= Task instructions =
Across the listing below, how many lines hold "carretera"? Reply with the number by itself.
--------------------------------
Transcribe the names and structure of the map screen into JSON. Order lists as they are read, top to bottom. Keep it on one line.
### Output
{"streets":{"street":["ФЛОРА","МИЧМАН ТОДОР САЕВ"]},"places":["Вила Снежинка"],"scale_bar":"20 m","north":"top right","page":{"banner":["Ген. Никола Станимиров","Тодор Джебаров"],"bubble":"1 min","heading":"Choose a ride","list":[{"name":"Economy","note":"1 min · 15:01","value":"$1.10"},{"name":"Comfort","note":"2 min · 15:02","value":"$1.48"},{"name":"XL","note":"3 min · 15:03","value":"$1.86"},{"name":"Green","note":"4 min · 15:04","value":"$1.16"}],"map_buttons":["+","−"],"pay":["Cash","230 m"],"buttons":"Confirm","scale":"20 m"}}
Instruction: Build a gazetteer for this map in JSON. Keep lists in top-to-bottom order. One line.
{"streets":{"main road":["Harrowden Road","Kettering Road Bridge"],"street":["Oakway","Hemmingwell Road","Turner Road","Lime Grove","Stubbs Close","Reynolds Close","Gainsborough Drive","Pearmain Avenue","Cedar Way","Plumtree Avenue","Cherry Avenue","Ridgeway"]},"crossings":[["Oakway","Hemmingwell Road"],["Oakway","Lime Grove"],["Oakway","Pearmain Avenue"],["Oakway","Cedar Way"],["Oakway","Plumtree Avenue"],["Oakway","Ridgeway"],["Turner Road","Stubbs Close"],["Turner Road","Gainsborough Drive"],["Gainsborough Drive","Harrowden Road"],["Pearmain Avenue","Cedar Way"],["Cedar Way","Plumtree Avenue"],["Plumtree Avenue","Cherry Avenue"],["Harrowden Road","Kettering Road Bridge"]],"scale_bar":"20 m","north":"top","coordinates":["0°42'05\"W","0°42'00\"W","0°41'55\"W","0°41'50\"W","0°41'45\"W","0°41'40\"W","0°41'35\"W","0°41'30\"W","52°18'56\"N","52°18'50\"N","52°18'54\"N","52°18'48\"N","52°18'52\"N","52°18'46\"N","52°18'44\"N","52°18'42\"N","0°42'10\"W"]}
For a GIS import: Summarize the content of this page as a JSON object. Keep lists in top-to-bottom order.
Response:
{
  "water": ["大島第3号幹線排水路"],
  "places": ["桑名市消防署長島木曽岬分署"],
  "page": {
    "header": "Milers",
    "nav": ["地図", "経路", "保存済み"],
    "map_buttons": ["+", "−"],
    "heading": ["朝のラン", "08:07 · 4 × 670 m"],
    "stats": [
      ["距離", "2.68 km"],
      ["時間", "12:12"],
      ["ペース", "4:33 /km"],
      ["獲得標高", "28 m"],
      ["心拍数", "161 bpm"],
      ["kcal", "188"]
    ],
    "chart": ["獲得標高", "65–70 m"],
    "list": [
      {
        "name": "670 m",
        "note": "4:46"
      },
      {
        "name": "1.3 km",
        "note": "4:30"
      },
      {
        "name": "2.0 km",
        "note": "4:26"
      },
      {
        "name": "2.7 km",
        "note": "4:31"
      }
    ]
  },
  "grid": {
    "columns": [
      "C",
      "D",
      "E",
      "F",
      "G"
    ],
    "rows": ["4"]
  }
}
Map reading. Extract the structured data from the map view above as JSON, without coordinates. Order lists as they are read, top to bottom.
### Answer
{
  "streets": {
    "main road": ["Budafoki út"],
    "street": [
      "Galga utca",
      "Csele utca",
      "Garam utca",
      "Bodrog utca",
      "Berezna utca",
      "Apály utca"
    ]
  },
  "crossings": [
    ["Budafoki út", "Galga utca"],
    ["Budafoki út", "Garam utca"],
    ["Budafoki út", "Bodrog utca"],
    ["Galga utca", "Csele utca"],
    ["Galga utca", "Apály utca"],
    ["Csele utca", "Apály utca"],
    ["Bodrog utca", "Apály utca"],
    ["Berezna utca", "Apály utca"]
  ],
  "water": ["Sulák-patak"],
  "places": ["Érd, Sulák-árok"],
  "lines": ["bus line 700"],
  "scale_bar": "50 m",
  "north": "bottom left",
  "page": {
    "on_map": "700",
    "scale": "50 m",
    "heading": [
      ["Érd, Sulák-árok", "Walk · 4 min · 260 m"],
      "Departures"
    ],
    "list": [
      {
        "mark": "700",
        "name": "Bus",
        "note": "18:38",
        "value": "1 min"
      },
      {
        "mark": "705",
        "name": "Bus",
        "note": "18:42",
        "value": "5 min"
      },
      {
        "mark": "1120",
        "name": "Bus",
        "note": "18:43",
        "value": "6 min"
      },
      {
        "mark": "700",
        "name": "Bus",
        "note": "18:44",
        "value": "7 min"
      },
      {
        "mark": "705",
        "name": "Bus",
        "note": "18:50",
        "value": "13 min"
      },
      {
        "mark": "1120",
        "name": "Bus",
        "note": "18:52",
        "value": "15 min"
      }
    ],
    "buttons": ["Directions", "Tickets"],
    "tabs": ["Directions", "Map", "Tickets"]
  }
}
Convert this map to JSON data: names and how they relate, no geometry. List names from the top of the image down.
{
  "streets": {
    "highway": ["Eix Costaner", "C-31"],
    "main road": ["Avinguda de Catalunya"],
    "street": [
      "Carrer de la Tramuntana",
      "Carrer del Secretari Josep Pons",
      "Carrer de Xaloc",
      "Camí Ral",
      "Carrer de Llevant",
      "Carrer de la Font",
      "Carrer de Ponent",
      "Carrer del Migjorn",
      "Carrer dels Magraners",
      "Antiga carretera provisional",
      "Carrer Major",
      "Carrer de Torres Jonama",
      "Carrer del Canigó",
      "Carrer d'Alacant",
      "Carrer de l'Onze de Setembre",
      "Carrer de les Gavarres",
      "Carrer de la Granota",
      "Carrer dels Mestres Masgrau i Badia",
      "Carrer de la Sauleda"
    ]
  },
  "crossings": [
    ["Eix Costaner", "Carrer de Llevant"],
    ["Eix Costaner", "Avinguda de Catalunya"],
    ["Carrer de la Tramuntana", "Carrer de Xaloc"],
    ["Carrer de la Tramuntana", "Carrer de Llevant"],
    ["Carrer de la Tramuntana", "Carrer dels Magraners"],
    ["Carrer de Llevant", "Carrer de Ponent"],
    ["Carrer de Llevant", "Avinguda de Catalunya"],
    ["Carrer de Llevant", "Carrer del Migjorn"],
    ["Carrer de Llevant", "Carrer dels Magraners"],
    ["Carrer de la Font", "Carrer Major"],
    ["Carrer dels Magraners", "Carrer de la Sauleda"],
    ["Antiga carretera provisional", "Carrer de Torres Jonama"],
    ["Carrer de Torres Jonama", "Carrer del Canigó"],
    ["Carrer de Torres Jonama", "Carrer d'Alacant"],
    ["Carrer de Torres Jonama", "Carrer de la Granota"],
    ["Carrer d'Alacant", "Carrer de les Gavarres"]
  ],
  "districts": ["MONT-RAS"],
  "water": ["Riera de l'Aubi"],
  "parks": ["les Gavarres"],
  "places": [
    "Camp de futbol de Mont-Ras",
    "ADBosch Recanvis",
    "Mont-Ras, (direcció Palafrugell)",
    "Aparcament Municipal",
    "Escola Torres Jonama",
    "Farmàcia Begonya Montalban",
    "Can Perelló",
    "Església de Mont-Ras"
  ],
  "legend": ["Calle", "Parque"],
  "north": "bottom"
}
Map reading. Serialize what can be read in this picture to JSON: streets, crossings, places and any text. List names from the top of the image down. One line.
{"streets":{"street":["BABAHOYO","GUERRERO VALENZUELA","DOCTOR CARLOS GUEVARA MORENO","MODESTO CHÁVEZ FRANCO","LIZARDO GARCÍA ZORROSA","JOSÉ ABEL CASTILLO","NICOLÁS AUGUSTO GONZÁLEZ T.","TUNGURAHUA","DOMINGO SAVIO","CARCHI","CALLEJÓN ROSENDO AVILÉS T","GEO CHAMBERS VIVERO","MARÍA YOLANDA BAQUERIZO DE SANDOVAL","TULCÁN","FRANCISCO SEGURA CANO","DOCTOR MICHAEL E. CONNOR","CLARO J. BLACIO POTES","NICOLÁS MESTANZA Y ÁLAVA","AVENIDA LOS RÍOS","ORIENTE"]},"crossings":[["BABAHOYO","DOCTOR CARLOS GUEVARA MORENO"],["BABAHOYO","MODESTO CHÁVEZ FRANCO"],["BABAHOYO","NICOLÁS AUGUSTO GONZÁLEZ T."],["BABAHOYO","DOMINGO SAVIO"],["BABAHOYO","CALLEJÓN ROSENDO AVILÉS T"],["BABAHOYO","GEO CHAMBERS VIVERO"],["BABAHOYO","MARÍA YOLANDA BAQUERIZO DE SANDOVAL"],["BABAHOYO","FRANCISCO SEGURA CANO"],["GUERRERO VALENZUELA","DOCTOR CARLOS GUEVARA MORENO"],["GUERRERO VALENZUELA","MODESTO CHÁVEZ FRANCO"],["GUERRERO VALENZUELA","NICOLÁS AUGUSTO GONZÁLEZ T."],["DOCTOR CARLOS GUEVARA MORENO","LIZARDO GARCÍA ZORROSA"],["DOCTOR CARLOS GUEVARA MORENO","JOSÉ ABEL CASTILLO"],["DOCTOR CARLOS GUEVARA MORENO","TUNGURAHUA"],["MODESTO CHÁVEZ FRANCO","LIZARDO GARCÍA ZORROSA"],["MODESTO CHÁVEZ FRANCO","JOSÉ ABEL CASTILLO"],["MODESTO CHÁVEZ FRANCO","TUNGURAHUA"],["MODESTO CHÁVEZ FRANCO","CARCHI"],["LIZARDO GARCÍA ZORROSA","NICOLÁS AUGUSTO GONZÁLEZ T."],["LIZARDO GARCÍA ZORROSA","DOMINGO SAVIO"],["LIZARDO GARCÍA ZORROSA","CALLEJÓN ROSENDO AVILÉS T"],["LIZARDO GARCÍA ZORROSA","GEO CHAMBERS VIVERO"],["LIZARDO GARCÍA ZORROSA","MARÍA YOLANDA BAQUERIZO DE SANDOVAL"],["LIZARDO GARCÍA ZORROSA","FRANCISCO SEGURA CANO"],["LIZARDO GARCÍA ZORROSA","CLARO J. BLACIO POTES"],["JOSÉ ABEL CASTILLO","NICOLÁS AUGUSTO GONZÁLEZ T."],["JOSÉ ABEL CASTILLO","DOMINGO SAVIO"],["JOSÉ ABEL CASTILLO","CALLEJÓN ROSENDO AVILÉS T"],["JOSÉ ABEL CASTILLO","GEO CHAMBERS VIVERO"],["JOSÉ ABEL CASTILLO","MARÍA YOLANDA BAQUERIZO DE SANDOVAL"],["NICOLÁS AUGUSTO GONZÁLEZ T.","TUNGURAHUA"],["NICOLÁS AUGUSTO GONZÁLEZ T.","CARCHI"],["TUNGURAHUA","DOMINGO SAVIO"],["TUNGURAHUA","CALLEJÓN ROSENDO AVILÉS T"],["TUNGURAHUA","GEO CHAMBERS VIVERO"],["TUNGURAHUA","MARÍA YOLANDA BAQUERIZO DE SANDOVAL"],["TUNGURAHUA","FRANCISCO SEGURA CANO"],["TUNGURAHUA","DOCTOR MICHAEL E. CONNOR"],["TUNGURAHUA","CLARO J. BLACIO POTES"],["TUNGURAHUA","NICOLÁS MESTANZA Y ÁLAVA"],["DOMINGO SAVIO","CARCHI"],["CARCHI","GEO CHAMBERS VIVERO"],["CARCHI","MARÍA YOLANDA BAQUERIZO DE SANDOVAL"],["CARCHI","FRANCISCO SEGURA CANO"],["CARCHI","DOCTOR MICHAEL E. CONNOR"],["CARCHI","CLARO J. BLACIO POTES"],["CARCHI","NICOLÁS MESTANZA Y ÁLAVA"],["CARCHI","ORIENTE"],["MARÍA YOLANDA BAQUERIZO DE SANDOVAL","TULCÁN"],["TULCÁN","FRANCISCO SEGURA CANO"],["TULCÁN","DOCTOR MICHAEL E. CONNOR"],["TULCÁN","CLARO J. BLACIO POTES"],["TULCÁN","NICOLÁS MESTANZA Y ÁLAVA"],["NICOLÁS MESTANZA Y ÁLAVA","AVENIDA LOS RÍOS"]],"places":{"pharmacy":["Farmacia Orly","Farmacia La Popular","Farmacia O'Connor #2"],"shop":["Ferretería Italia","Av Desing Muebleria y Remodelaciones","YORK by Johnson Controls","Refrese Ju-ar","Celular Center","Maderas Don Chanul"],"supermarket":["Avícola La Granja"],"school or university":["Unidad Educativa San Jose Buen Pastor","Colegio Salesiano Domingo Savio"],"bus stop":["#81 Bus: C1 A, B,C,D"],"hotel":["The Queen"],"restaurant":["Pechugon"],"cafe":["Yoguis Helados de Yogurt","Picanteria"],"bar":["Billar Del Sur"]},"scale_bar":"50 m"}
--------------------------------
= Expected answer =
2